Similar story. These are phantom energy reserves. And we don't have enough
capital to throw at it.
The
world wants to take us to the place where you don't have to use a car eleven
times a day, a different arrangement of things on the landscape than what
we're currently stuck with in most of the United States. The American people
are not disposed to taking this idea seriously, but we'll get to that place
eventually. The first kickings and screamings are exactly what's
coming out of the Tea Party. These are people who don't want to change the
sacrosanct American Way of Life, but they don't want to have to pay for it
either, so the contradiction produces a sound and fury.
This
week, President Obama is on the spot to deliver a Santa Claus sack of
"job initiatives." What a sad assignment. We're leaving behind that
kind of economy, with secure salaried plug-in positions provided by giant
corporations and governments. We're headed into a world not of
"jobs" but of vocations, trades, crafts, situations, and a lot of
casual labor, largely self-guided by those with who possess a functioning
internal compass. Obama can pretend to keep the old way going, but that
pretense will be along the same lines as keeping insolvent banks going. The
Federal Government can pay people to work repairing highways and bridges but
the road system is too big now for even an additional "jobs" crew
to stay ahead on maintenance, plus why are we putting these capital and labor
resources into gold-plating a car-and-truck system that is going to be
functionally obsolete in a few years?
Gorbachev
called it right. His aim was true. Perestroika... restructuring. The Soviet
Union was thoroughly corrupt, incompetent, and insolvent. I suppose Gorby thought he could guide his country through a
transition, but the system he headed was so astonishingly flimsy that it just
fell apart in a few months, and even left him behind. Still, I regard it as
one of the major miracles of history that Russia did not trip into a bloody
civil war. Maybe Russia had enough blood-spilling with Stalin and World War
Two. Otherwise, it was a kind of magic moment in 1990 when the whole rotten
edifice crumbled neatly into its own grave.
What
followed there was an impromptu and extremely half-assed melding of organized
crime, unorganized crime, gestures to the rule of law, and a lot of leftover
habits, paranoia, lethargy, and sheer will to live - with an overlay of
mystical oriental intrigue. Russia staggers on with its oil and mineral
reserves propping up what remains of modernity there. Their future will
arrive on sleds.
We
should be so lucky here. Given the situation, it's not unthinkable that
self-styled Texas secessionist Rick Perry could be the next president. On top
of that, the guy is a Christian Dominionist nut.

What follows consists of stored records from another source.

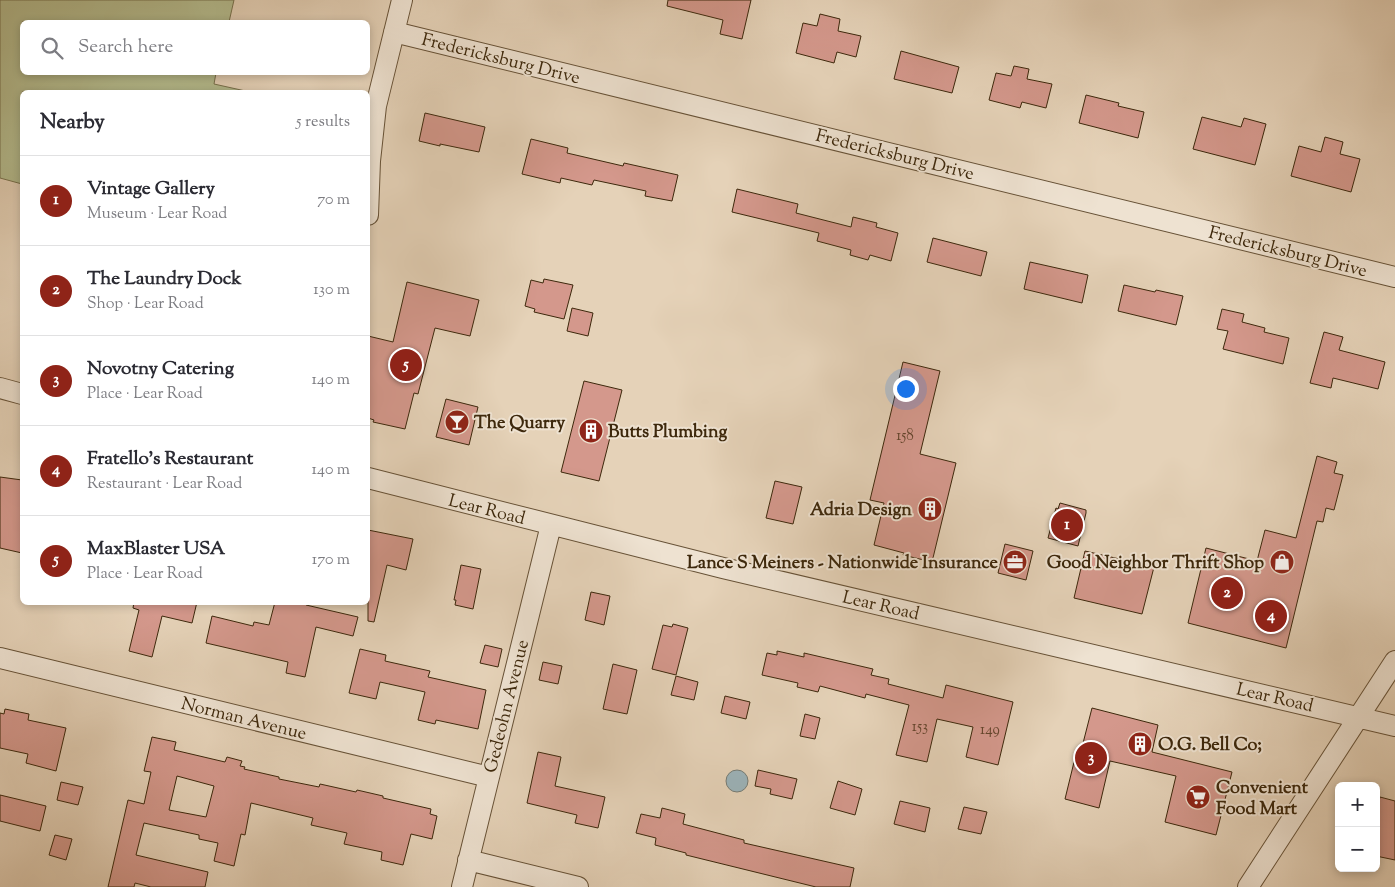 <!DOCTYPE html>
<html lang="en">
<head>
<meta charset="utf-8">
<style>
  :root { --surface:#fff; --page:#f2f2f3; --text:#2b2b33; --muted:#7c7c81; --line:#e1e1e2; --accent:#8f2418 }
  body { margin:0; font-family:"Sorts Mill Goudy",serif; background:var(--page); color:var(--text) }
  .controls { position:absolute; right:15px; bottom:15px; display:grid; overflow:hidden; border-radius:8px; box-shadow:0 2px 8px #0003 }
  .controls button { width:45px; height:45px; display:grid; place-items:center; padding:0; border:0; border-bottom:1px solid var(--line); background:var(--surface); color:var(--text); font:25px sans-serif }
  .you { position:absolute; left:905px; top:388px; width:18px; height:18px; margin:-12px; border:4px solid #fff; border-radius:50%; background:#1a73e8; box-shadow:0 0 0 8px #1a73e833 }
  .badge { display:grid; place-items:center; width:32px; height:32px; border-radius:50%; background:var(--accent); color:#fff; font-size:16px; font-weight:700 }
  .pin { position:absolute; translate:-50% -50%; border:2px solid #fff; box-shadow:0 1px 5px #0006 }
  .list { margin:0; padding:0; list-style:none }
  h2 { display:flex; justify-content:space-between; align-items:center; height:65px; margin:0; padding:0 20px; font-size:21px }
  h2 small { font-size:16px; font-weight:400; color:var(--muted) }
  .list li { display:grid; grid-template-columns:32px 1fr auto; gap:15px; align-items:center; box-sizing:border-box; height:90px; padding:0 20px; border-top:1px solid var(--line) }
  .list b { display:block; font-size:19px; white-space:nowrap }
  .list p { margin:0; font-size:16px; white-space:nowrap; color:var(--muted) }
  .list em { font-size:16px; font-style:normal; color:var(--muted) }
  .icon { flex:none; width:28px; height:28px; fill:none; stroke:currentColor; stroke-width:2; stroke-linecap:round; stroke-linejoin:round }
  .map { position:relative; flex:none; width:1395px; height:887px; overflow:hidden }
  .search { position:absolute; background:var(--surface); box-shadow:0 2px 8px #0003; left:20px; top:20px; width:350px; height:55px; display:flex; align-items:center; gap:12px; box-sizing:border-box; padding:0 18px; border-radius:8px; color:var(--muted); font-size:19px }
  .panel { position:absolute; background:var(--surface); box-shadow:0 2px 8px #0003; left:20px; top:90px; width:350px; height:515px; border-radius:8px }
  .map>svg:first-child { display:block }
</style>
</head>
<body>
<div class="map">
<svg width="1395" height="887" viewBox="0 0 1395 887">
  <rect width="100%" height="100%" fill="#e5d2b8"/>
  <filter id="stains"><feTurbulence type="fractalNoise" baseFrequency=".004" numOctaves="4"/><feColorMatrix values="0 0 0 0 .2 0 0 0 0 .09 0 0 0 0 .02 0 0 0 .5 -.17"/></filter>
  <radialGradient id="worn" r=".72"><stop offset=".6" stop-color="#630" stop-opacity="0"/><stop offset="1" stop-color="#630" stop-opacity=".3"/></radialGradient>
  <!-- green -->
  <path fill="#b4bc8f" stroke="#78724e" d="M0,0H234L229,22H22V72L216,73L214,84L250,92H22V184L0,178Z"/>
  <!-- water -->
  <path fill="#9cb4bb" stroke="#767c75" d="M726 781a11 11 0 1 1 22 0a11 11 0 1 1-22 0Z"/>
  <!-- building -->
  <path fill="#d4988c" stroke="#3d280c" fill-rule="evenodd" d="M668,0H751L742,39L720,34L723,20L667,6Z
    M820,14L840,19L838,31L861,36L856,57L837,52L834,63L796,53L803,23L817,26Z
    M901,51L959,67L952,93L894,79Z
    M1014,66L1029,69L1027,79L1052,84L1046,108L1022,102L1020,108L989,100L996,73L1011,76Z
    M1086,95L1119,103L1118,106L1144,112L1138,138L1079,123Z
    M425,113L485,127L479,152L440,144V146L419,141Z
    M1202,117L1241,127L1244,118L1266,124L1255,165L1193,149Z
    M1325,137L1343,142L1340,154L1360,159L1351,192L1291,176L1299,146L1321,152Z
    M531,139L568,148L567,153L623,166L624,163L678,175L672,201L645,196L646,191L594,180L592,185L561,178L560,183L522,174Z
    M737,189L798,204L796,213L851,227L853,217L877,223L876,227L898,233L891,261L870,255L868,260L850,255L851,250L817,241L819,233L732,212Z
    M933,238L987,252L981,276L927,262Z
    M1030,262L1088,275L1082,303L1024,289Z
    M544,279L573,285L564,319L534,312L535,309L525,306L531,280L543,283Z
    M407,282L479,300L470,336L435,328L418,394L414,393L405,429L373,422L374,420L368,418V336L393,342Z
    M1124,285L1155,292L1156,290L1183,296L1176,325L1118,311Z
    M572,308L593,313L588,336L567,331Z
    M1222,309L1244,314L1242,322L1265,328L1264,332L1289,338L1283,364L1223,349L1228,331L1217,329Z
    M1324,332L1343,337L1339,350L1385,362L1378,389L1333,378L1331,388L1310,383Z
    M903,362L940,371L920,454L956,463L932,562L903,555L904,553L874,545L884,503L870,500Z
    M584,381L622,390L599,481L561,472Z
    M446,399L478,407L469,445L436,437Z
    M1317,456L1337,462L1334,473L1343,475L1334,510L1326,508L1323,522L1317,521L1286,648L1188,623L1206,548L1257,561L1265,530L1296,538Z
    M0,477L22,480V553L0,548Z
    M775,481L802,487L793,524L766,518Z
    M1060,503L1086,510V513L1078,546L1048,538L1056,508L1058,509Z
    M368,530L413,539L406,570L387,565L374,622L368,621Z
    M1005,544L1033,551L1026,580L998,573Z
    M1085,551L1154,567L1142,614L1074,598Z
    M461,565L481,569L473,609L455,605L456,600H454Z
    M591,592L610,596L604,625L585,620Z
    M134,602H197L192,623L162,616L152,657L129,651L139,610L133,608Z
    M275,602H307L306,605L358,617L353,636L316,627L305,677L286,673L288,662L206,643L212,616L253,626L254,622L269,625Z
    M673,624L688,628L676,675L652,669L663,625L672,627Z
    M485,645L502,649L498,667L480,663Z
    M360,649L386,655L385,661L430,671L428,677L486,690L478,729L436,720L435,724L418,720L425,692L380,682L376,699L349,693Z
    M777,651L804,657V653L873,669L871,675L889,679L888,684L943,698L946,685L1013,702L998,765L966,757L973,727L937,719L927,762L896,755L909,705L866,694L865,698L820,686L818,692L797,687L798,683L762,675L767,653L777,655Z
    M543,662L562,666L558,684L539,680Z
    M613,664L637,670L627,714L603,709Z
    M676,676L698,682L694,700L671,695Z
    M725,696L750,702L746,719L721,713Z
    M1092,708L1158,725L1152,752L1232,772L1216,835L1165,822L1176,776L1110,761L1099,808L1065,799L1076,754L1080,755Z
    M5,709L29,714L28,720L66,728L56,771L26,763L28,754L0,748V713L4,714Z
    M805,714L820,718L815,739L800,736Z
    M152,737L176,742L174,750L225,762L227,757L242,761L240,766L245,767L244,769L279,777V779L319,787L320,784L356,792L357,790L383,796V798L431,809L430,814L437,816L432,839L411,834L403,865L381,860L382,852L344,844L347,833L311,825L313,818L251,803L245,835L241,834L234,866L214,861L218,843L199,839V835L144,823L136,855L208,872L205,887H151L135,883L134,887H108L128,800L144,804L151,772L144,771ZM177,776L214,786L206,817L169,810Z
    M538,752L561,757L555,786L605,797L598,828L575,823L577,815L527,803Z
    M758,770L797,779L792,799L770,794L771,789L755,786Z
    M838,781L862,789L855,815L830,808Z
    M61,782L83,787L78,805L57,800Z
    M0,795L46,806L40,831L0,821Z
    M1380,797L1395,801V860L1376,856V814Z
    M900,801L930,808L925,832L894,824Z
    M964,807L987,812L981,834L958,829Z
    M662,808L685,814L683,824L744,840V843L854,868L850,887H816L686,855V853L655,845L656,838L636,833L641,814L660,818Z
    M55,835L72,839L66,860L49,855Z"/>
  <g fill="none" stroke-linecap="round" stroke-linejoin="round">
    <defs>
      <path id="minor" d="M394,32L1395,277
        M368,215L370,161L376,106L402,0
        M0,388L22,394
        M368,478L723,568L1395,726
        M0,658L489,777
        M468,860L578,887
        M462,887L551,525
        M1248,887L1395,661"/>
    </defs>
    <!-- minor casing -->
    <use href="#minor" stroke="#675237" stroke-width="22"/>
    <!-- minor -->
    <use href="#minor" stroke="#eee2d1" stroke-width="20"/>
  </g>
  <!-- icons -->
  <defs>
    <symbol id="bar-disc" viewBox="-11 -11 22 22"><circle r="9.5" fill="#8f2418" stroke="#eee2d1"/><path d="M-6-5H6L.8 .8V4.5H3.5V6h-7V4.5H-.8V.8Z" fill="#fff"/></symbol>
    <symbol id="building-disc" viewBox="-11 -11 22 22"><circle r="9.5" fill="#8f2418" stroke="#eee2d1"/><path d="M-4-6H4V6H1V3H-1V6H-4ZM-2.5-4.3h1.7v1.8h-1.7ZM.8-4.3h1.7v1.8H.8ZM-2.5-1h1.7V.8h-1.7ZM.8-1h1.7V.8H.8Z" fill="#fff"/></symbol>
    <symbol id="office-disc" viewBox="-11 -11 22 22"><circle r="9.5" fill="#8f2418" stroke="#eee2d1"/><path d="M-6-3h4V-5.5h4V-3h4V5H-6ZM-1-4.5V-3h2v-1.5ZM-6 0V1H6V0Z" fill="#fff"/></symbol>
    <symbol id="shop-disc" viewBox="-11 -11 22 22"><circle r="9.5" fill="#8f2418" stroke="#eee2d1"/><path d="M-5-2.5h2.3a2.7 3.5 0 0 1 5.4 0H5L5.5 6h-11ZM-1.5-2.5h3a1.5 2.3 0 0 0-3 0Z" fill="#fff"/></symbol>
    <symbol id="supermarket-disc" viewBox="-11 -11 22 22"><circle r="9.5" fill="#8f2418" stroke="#eee2d1"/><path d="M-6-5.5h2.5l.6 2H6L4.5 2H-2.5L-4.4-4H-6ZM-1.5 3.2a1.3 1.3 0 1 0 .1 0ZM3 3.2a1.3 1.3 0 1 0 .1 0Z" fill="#fff"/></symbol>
  </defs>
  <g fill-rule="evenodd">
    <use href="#bar-disc" x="443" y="408" width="28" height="28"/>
    <use href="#building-disc" x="577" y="417" width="28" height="28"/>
    <use href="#building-disc" x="916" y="495" width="28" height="28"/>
    <use href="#office-disc" x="1001" y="548" width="28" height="28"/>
    <use href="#shop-disc" x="1268" y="548" width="28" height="28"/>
    <use href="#building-disc" x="1126" y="730" width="28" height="28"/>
    <use href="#supermarket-disc" x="1184" y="783" width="28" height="28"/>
  </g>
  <g text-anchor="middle" stroke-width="4" stroke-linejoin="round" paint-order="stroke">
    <!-- number labels -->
    <g font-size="15" fill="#63442c">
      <text x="905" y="440">158</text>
      <text x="920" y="731">153</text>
      <text x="990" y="734">149</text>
    </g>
    <!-- street labels -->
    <g font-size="18" fill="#3d280c" stroke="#eee2d1">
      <text transform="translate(501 58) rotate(14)" y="6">Fredericksburg Drive</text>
      <text transform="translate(895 154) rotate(14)" y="6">Fredericksburg Drive</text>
      <text transform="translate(1288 251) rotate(14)" y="6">Fredericksburg Drive</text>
      <text transform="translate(487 509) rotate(14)" y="6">Lear Road</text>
      <text transform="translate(881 605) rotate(13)" y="6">Lear Road</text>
      <text transform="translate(1275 697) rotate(13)" y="6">Lear Road</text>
      <text transform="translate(506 706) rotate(-76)" y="6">Gedeohn Avenue</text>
      <text transform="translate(244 718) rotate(14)" y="6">Norman Avenue</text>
    </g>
    <!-- poi labels -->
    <g font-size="18" font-weight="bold" fill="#3d280c" stroke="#eee2d1" text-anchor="start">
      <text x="474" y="428">The Quarry</text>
      <text x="608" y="437">Butts Plumbing</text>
      <text x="912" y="515" text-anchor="end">Adria Design</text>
      <text x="998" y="568" text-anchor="end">Lance S Meiners - Nationwide Insurance</text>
      <text x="1264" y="568" text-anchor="end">Good Neighbor Thrift Shop</text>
      <text x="1158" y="750">O.G. Bell Co;</text>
      <text x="1216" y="793">Convenient<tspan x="1216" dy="21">Food Mart</tspan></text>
    </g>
  </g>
  <rect width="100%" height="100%" filter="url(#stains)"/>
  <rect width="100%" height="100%" fill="url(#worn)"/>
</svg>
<div class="controls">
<button>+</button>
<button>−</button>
</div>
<div class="you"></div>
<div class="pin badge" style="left:1067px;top:525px">1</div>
<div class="pin badge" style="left:1227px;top:593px">2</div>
<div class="pin badge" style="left:1091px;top:758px">3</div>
<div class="pin badge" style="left:1271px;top:616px">4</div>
<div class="pin badge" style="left:406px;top:365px">5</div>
<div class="search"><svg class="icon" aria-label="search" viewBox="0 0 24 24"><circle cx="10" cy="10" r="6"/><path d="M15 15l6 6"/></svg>Search here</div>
<section class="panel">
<h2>Nearby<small>5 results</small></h2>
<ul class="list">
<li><span class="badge">1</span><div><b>Vintage Gallery</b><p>Museum · Lear Road</p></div><em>70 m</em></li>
<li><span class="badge">2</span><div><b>The Laundry Dock</b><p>Shop · Lear Road</p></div><em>130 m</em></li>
<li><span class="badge">3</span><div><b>Novotny Catering</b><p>Place · Lear Road</p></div><em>140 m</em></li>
<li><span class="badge">4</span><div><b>Fratello's Restaurant</b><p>Restaurant · Lear Road</p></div><em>140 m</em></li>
<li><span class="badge">5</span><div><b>MaxBlaster USA</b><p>Place · Lear Road</p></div><em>170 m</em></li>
</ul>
</section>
</div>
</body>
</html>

This outfit wants to capture all politics, culture, and media in what is now
the USA and turn them into a sci-fi nightmare of correct thinking. You have
no idea how dangerous and determined this group is. The Left ignores them at
the peril of everyone. They are the corn-pone Nazis I've been warning you
about.
That
is not the kind of restructuring that is going to help this country. At the
moment we're trapped in our own gigantism and the "jobs" pitch is
surely going to be just another page out of that. I'd like to hear Mr. Obama
tell this country that Job Number One for us is getting more Americans into
agriculture at the small, local scale. Translation: dismantle agri-business.
Otherwise, we're going to have a lot of starving people across this land.
That might seem like a strange destination for America, but I suppose that's
why there's all the kicking and screaming.
Post-script: While everybody's eating burgers
today, or cleaning the mud out of their kitchen, or playing Resident Evil
5, Europe is on the brink of its own decisive moment. Nobody there can
decide what to do about the debt-bomb and the fuse is sparking away. There
are no solutions to the problem of the Euro Club, but the idea of no Euro
Club is making a lot of Euro people kick and scream. Whatever happens there
will affect us hugely, you may be sure.